- _Exercise directions_:
Could you restate the entries below word for word and leave out the pictures?

- _Supplied records_:
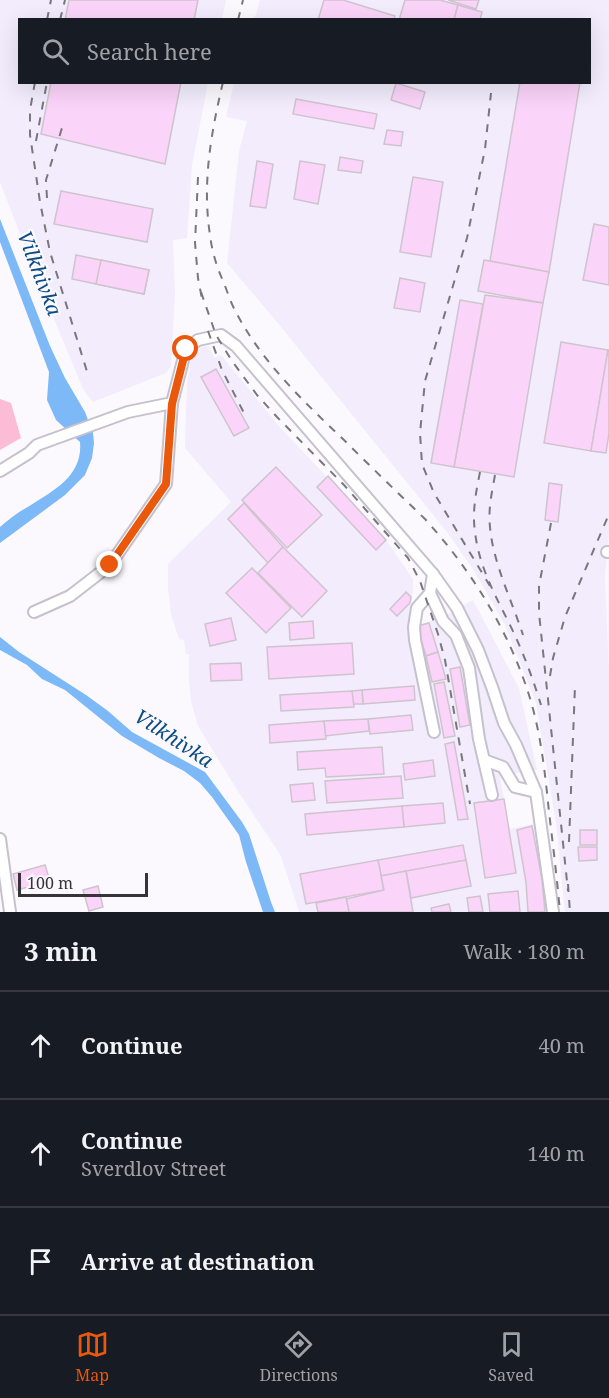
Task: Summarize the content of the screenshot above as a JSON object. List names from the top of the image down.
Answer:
{
  "water": ["Vilkhivka"],
  "scale_bar": "100 m",
  "page": {
    "search": "Search here",
    "scale": "100 m",
    "heading": ["3 min", "Walk · 180 m"],
    "list": [
      ["Continue", "40 m"],
      ["Continue", "Sverdlov Street", "140 m"],
      "Arrive at destination"
    ],
    "nav": ["Map", "Directions", "Saved"]
  }
}
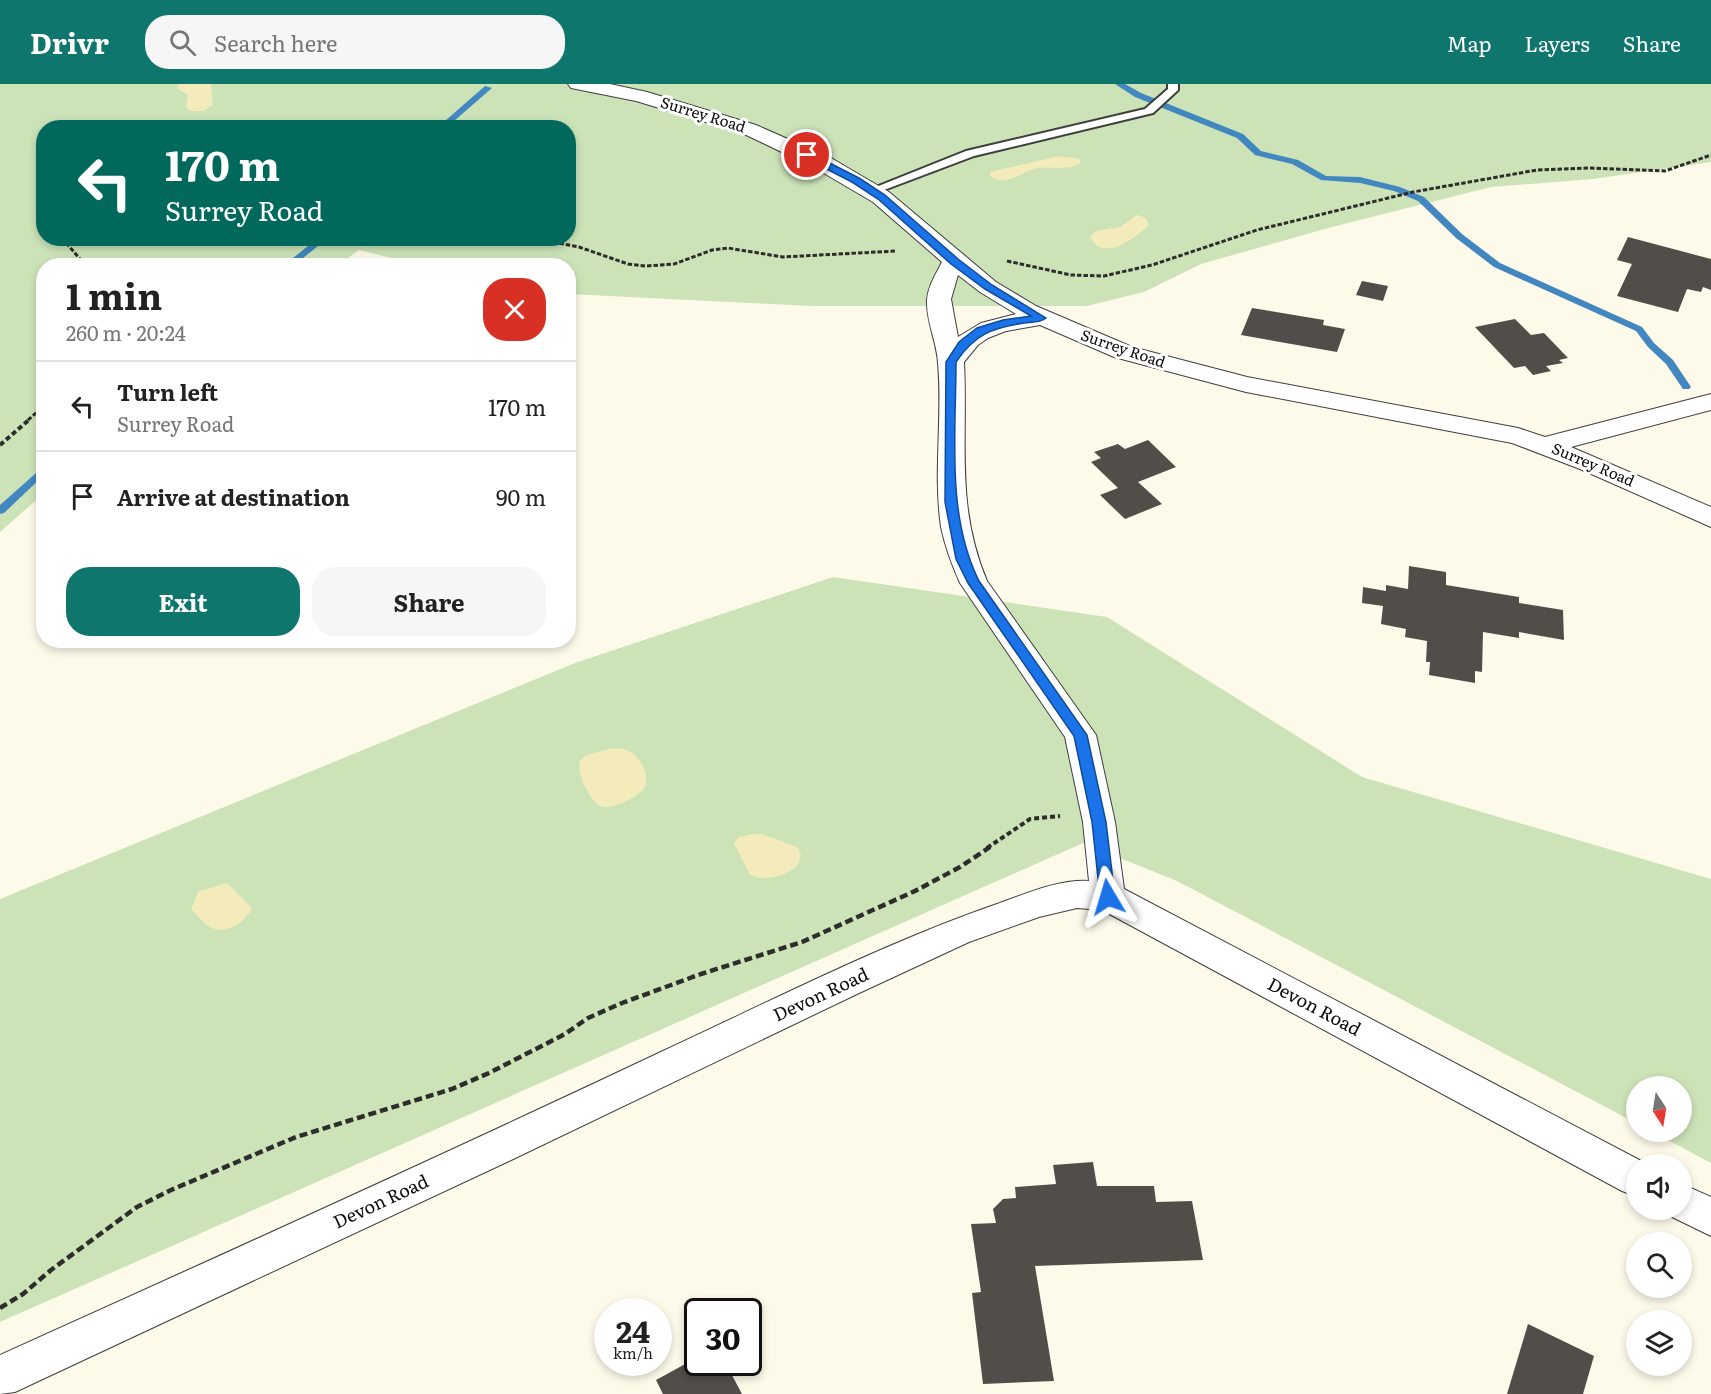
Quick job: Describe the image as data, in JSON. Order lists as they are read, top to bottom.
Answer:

- _Output for this task_:
Task: Summarize the content of the screenshot above as a JSON object. List names from the top of the image down.
Answer:
{
  "water": ["Vilkhivka"],
  "scale_bar": "100 m",
  "page": {
    "search": "Search here",
    "scale": "100 m",
    "heading": ["3 min", "Walk · 180 m"],
    "list": [
      ["Continue", "40 m"],
      ["Continue", "Sverdlov Street", "140 m"],
      "Arrive at destination"
    ],
    "nav": ["Map", "Directions", "Saved"]
  }
}
Quick job: Describe the image as data, in JSON. Order lists as they are read, top to bottom.
Answer:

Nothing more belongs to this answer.